*** Opening Data ***
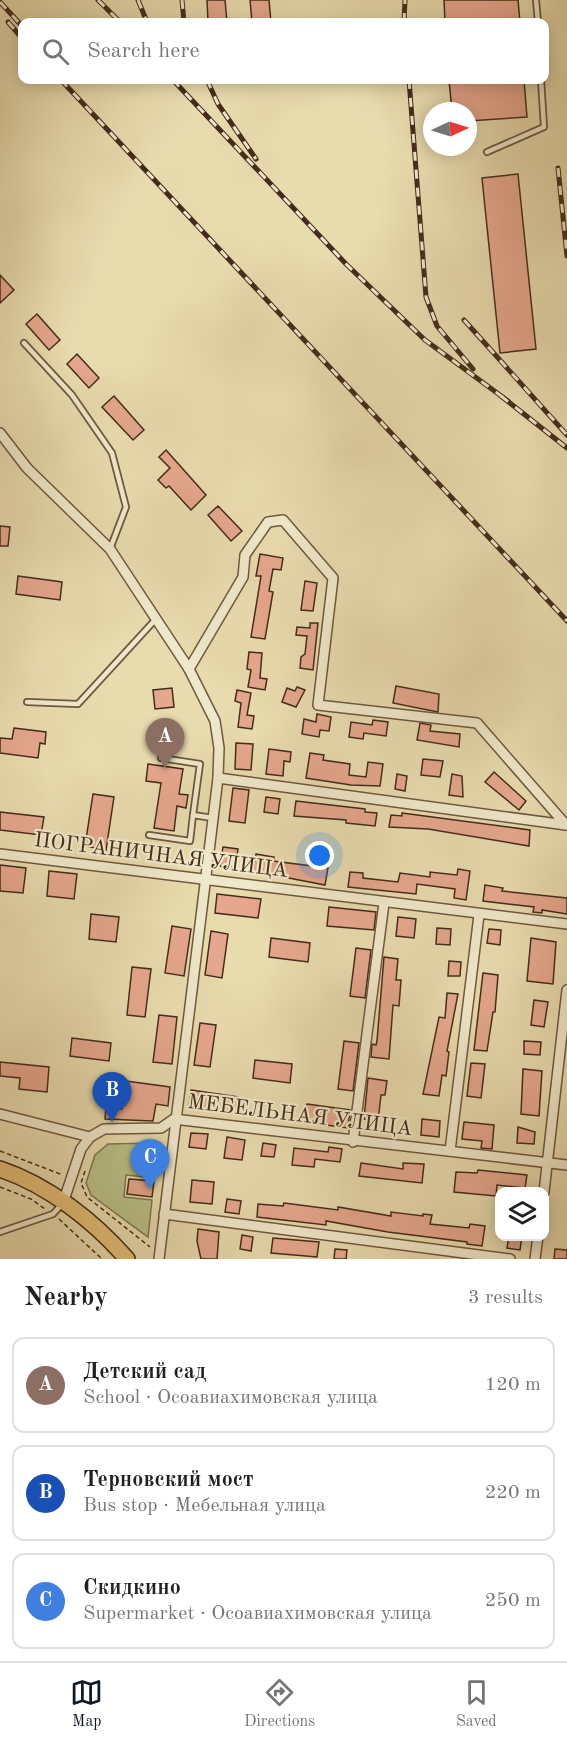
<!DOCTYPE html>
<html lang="en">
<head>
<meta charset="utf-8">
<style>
  :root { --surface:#fff; --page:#f2f2f2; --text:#202124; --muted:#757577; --line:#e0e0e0; --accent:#111827 }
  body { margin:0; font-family:"Old Standard TT",serif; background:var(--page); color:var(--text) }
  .controls { position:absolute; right:18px; bottom:18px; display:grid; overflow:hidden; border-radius:12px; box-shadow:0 3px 15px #0003 }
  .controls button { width:54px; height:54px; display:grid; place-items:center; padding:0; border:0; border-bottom:2px solid var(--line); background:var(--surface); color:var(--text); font:30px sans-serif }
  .compass { position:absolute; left:423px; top:102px; width:54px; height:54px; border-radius:50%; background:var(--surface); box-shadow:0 3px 15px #0003; rotate:86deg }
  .you { position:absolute; left:320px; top:856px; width:21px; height:21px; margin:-15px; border:4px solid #fff; border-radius:50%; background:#1a73e8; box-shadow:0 0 0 9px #1a73e833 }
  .badge { display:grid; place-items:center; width:39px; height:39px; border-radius:50%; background:var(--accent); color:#fff; font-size:20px; font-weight:700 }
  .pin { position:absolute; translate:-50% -50px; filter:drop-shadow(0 2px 3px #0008) }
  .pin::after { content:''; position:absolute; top:32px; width:21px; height:18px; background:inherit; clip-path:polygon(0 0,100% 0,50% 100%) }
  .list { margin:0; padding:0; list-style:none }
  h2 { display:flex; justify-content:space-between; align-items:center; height:78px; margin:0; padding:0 24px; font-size:26px }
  h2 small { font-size:20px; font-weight:400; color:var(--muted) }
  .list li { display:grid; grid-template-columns:39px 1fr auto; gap:18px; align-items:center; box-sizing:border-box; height:96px; margin:0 12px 12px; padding:0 12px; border:2px solid var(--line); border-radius:12px }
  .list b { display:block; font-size:22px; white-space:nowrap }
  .list p { margin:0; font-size:20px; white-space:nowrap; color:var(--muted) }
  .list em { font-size:20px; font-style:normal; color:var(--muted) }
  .icon { flex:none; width:33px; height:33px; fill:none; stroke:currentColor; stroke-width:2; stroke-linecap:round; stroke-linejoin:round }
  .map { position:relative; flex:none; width:567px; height:1259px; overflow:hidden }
  .search { position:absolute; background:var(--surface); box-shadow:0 3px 15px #0003; left:18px; right:18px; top:18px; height:66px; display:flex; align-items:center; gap:15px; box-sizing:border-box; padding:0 21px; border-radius:12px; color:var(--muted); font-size:22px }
  .sheet { height:402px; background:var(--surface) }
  nav { display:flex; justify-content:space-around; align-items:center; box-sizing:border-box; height:84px; border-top:2px solid var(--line); background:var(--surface); font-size:16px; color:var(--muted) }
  nav a { display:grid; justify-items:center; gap:3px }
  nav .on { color:var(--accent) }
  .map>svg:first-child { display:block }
</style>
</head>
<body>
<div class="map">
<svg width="567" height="1259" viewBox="0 0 567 1259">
  <rect width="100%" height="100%" fill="#e8dbae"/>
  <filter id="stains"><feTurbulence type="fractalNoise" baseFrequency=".00333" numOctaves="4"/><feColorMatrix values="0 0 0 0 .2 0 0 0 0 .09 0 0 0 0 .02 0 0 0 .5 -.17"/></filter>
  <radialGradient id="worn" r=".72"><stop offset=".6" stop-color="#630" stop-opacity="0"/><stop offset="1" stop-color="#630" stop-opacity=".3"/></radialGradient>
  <polygon fill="#babf88" stroke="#807651" stroke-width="1.5" points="157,1143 154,1178 126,1175 124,1197 152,1200 148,1237 91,1195 86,1183 95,1155 108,1144"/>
  <g fill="#e5a78d" stroke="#452c1a" stroke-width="1.5">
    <polygon points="207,0 225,0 227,22 208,22"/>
    <polygon points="250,0 269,0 271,22 252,22"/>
    <polygon points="444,0 518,0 520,22 445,22"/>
    <polygon points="449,80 524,80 527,117 468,121 468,111 452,111"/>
    <polygon points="518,174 536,349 500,353 482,178"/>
    <polygon points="0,275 14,290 0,303"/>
    <polygon points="37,314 60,340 49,350 26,324"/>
    <polygon points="77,354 99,378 89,388 67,364"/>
    <polygon points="114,396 144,430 133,440 102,407"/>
    <polygon points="166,450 206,495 191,510 169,486 166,488 158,480 170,468 159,457"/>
    <polygon points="218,506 242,531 231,541 208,515"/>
    <polygon points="0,526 10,527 8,546 0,546"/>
    <polygon points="260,554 283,558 281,570 273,569 269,591 273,592 265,639 251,637 261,576 256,576"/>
    <polygon points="18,576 62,582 60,600 16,594"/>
    <polygon points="305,581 317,583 313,611 301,610"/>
    <polygon points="310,623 318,623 313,670 300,668 301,657 305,654 307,636 296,635 297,627 310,628"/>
    <polygon points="249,652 262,653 260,678 267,679 265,690 248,687 251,670 247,669"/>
    <polygon points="396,686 439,694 438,712 393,703"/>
    <polygon points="297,687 305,690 296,707 282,702 287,688 295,691"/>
    <polygon points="172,688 174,707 155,709 153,690"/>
    <polygon points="237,690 251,693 247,715 254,716 252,729 238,727 241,703 235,701"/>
    <polygon points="317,714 331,717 329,731 320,730 319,737 302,734 304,719 316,722"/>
    <polygon points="373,720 388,722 386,736 364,733 363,739 349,737 351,722 372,725"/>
    <polygon points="420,723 431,725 430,731 460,734 459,747 417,740"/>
    <polygon points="14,728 46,732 45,744 40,743 38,758 0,753 0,738 12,739"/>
    <polygon points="236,743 253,744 251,770 235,769"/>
    <polygon points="269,749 291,752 290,762 284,761 283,776 266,774"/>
    <polygon points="310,753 324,755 323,760 350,764 349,775 366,777 368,762 383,764 380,786 351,785 306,778"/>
    <polygon points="423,759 443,761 440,777 421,775"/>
    <polygon points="148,764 183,769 179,794 188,795 186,808 177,806 174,831 154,828 161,783 146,781"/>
    <polygon points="494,772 526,801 519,810 485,782"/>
    <polygon points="397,774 407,776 405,791 395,789"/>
    <polygon points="452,774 462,776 463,797 449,795"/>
    <polygon points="233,788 249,790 245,823 229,821"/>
    <polygon points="93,794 114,797 106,850 85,846"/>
    <polygon points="266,797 280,799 278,814 264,812"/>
    <polygon points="296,801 365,809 365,812 377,813 375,826 346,823 346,820 294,816"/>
    <polygon points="0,812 44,817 41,835 0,830"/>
    <polygon points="402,813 530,830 529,846 428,829 389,827 391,815 402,816"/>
    <polygon points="223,847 238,849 235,868 220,866"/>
    <polygon points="256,854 274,857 273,861 328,868 325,885 253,871"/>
    <polygon points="0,865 26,868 23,893 0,891"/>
    <polygon points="458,869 470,871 466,900 454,898 455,889 417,884 416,894 348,887 350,872 363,873 363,878 398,882 400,873 430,877 430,872 457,875"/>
    <polygon points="49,871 77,874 74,899 47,896"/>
    <polygon points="485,885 503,888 502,891 567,898 567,914 542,910 542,913 533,912 534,907 483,901"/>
    <polygon points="217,894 261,899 258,918 215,913"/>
    <polygon points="329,907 376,912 374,930 327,926"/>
    <polygon points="91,914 119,917 116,942 89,939"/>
    <polygon points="398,917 416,919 414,938 396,936"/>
    <polygon points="172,926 191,929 184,976 165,973"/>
    <polygon points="437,928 451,929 450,945 436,944"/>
    <polygon points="489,929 501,930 500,945 487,943"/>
    <polygon points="211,931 228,934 222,978 205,975"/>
    <polygon points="271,938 310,943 308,962 269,957"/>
    <polygon points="531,938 556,942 553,984 527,981"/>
    <polygon points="356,948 371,950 365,998 350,996"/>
    <polygon points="384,957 398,959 396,980 401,980 399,1006 393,1005 389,1059 371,1057 372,1044 376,1045 377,1041"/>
    <polygon points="449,961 461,962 460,976 448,976"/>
    <polygon points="132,967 151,969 145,1017 127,1015"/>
    <polygon points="483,973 498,975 495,1012 493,1012 487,1051 474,1050"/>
    <polygon points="447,993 458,994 447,1051 449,1052 446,1076 442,1075 439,1096 423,1094 439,1017 445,1018"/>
    <polygon points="534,1000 548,1002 544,1027 531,1025"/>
    <polygon points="159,1015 177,1017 172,1064 153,1062"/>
    <polygon points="200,1023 216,1025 210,1067 194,1065"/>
    <polygon points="72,1038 111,1043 109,1061 70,1056"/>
    <polygon points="344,1041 359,1043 353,1091 338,1089"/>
    <polygon points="524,1041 541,1042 540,1055 524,1054"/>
    <polygon points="255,1060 292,1064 290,1083 253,1078"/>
    <polygon points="0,1062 49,1067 47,1092 19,1089 20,1078 0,1076"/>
    <polygon points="471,1063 485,1064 481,1098 467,1096"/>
    <polygon points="523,1069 542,1071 539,1116 521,1114"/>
    <polygon points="368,1078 387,1081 385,1095 381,1095 378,1121 364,1119"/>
    <polygon points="126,1081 170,1087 168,1106 156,1104 153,1121 105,1119 106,1107 122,1109"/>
    <polygon points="191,1090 238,1097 236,1113 189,1106"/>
    <polygon points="307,1104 350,1110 348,1128 304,1122"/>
    <polygon points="422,1119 440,1121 439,1137 421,1135"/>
    <polygon points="464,1122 494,1125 492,1149 481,1148 482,1141 462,1139"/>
    <polygon points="518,1127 535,1132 534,1144 517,1143"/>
    <polygon points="191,1133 208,1134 206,1149 189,1147"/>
    <polygon points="227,1137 245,1140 242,1160 224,1158"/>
    <polygon points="263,1143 276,1145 274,1157 261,1156"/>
    <polygon points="329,1147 342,1149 340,1162 315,1159 314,1167 292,1165 294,1148 328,1152"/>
    <polygon points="361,1163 403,1169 403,1163 424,1164 422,1183 359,1176"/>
    <polygon points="478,1170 527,1175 525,1188 497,1185 496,1196 454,1192 456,1172 477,1173"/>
    <polygon points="129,1179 154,1181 152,1197 127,1194"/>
    <polygon points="192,1180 214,1182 212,1204 190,1202"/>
    <polygon points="227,1199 241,1201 239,1214 225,1212"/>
    <polygon points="284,1203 338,1210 338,1207 391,1216 391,1212 423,1216 423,1214 432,1215 430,1224 469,1228 470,1224 485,1226 482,1246 467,1244 467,1242 388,1232 326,1221 326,1225 257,1217 258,1204 283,1206"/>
    <polygon points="198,1229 219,1232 217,1259 201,1259 197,1241"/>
    <polygon points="242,1235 253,1237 251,1251 240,1249"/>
    <polygon points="509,1236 522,1236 520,1250 507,1248"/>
    <polygon points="273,1238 319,1242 317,1257 271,1253"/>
    <polygon points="335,1249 347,1250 346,1259 334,1259"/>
    <polygon points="555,1249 567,1250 567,1259 554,1259"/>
  </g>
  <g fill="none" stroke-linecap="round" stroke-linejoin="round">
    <g stroke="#6e583f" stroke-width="8">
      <g id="service">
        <polyline points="536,0 538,22"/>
        <polyline points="487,152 544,127 541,80"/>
        <polyline points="24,343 72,395 112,453 126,507 110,549"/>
        <polyline points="27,702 78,704 155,620"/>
        <polyline points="161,758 200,764 193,815 213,818"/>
        <polyline points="149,835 190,841 193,815"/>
        <polyline points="0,1232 53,1214 62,1204"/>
      </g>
    </g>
    <g stroke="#6e583f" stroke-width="12">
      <g id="minor">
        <polyline points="0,433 27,468 110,549 189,669 215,721 219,748 218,778 159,1259"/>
        <polyline points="189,669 243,577 245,555 268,522 283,520 333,578 318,705 477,723 566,825"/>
        <polyline points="218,778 566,825"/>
        <polyline points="0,854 567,924"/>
        <polyline points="0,1114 90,1137"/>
        <polyline points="353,1142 384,903"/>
        <polyline points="450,1151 479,915"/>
        <polyline points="544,1192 567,990"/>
        <polyline points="63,1203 81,1149 90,1137 104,1129 161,1128 174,1119 567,1165"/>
        <polyline points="164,1214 510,1259"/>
        <polyline points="535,1259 538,1236"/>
      </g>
    </g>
    <g stroke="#452c1a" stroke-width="18">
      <path id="primary" d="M0,1169C48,1185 94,1221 127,1259"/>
    </g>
    <g stroke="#452c1a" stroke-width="1.5" stroke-dasharray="4.5 3" stroke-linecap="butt">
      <polyline points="0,1151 63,1175"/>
      <polyline points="85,1171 81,1183 87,1197 150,1247"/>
      <polyline points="0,1187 31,1199 45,1209"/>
      <polyline points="59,1219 102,1259"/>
    </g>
    <use href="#service" stroke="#f0e8ca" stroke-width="4.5"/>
    <use href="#minor" stroke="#f0e8ca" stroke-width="9"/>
    <use href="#primary" stroke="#e4be77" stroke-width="15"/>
    <g stroke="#452c1a" stroke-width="5">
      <g id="rail">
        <polyline points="98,0 120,22"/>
        <polyline points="138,0 147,22"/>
        <polyline points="182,0 184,22"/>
        <polyline points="0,2 22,26"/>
        <polyline points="8,22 22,38"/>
        <polyline points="404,22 405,0"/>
        <polyline points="61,80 567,621"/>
        <polyline points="173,80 346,264 425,340 508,401"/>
        <polyline points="207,80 218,104 256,159"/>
        <polyline points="409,80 426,297 437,326 473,369"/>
        <polyline points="558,168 567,256"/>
        <polyline points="464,320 567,435"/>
        <polyline points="501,396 567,448"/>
      </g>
    </g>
    <use href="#rail" stroke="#f0e8ca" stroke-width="3" stroke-dasharray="9" stroke-linecap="butt"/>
  </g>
  <g text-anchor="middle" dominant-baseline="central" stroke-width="4.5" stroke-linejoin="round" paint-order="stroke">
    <g font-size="21" fill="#452c1a" stroke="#f0e8ca">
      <text transform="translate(161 856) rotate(7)">ПОГРАНИЧНАЯ УЛИЦА</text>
      <text transform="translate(300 1116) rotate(7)">МЕБЕЛЬНАЯ УЛИЦА</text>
    </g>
  </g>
  <rect width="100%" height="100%" filter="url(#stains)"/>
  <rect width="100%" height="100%" fill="url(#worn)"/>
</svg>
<div class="controls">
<button><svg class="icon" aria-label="layers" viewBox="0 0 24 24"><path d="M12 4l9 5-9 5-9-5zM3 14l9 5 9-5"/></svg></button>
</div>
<svg class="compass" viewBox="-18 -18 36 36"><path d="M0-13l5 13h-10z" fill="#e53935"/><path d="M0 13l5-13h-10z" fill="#757577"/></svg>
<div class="you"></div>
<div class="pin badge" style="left:165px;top:768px;background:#8d6e63">A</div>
<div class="pin badge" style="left:112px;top:1122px;background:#1a4fb4">B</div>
<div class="pin badge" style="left:150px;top:1189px;background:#3f7fe0">C</div>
<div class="search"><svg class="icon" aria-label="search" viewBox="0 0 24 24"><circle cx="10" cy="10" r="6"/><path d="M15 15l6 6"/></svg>Search here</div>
</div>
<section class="sheet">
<h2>Nearby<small>3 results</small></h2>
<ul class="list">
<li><span class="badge" style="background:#8d6e63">A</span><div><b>Детский сад</b><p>School · Осоавиахимовская улица</p></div><em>120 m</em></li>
<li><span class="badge" style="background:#1a4fb4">B</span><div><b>Терновский мост</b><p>Bus stop · Мебельная улица</p></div><em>220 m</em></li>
<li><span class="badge" style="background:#3f7fe0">C</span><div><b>Скидкино</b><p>Supermarket · Осоавиахимовская улица</p></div><em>250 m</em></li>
</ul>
</section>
<nav>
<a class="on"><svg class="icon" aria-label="map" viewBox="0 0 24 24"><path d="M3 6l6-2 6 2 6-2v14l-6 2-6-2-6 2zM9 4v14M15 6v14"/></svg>Map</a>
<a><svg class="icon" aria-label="directions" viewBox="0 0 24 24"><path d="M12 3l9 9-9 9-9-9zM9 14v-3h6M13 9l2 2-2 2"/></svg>Directions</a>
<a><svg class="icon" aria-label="saved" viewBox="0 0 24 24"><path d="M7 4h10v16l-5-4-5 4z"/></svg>Saved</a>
</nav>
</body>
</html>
*** Closing Data ***
— Work task —
A single number is needed: the count of lines in the records that include "button".

— Answer to this task —
2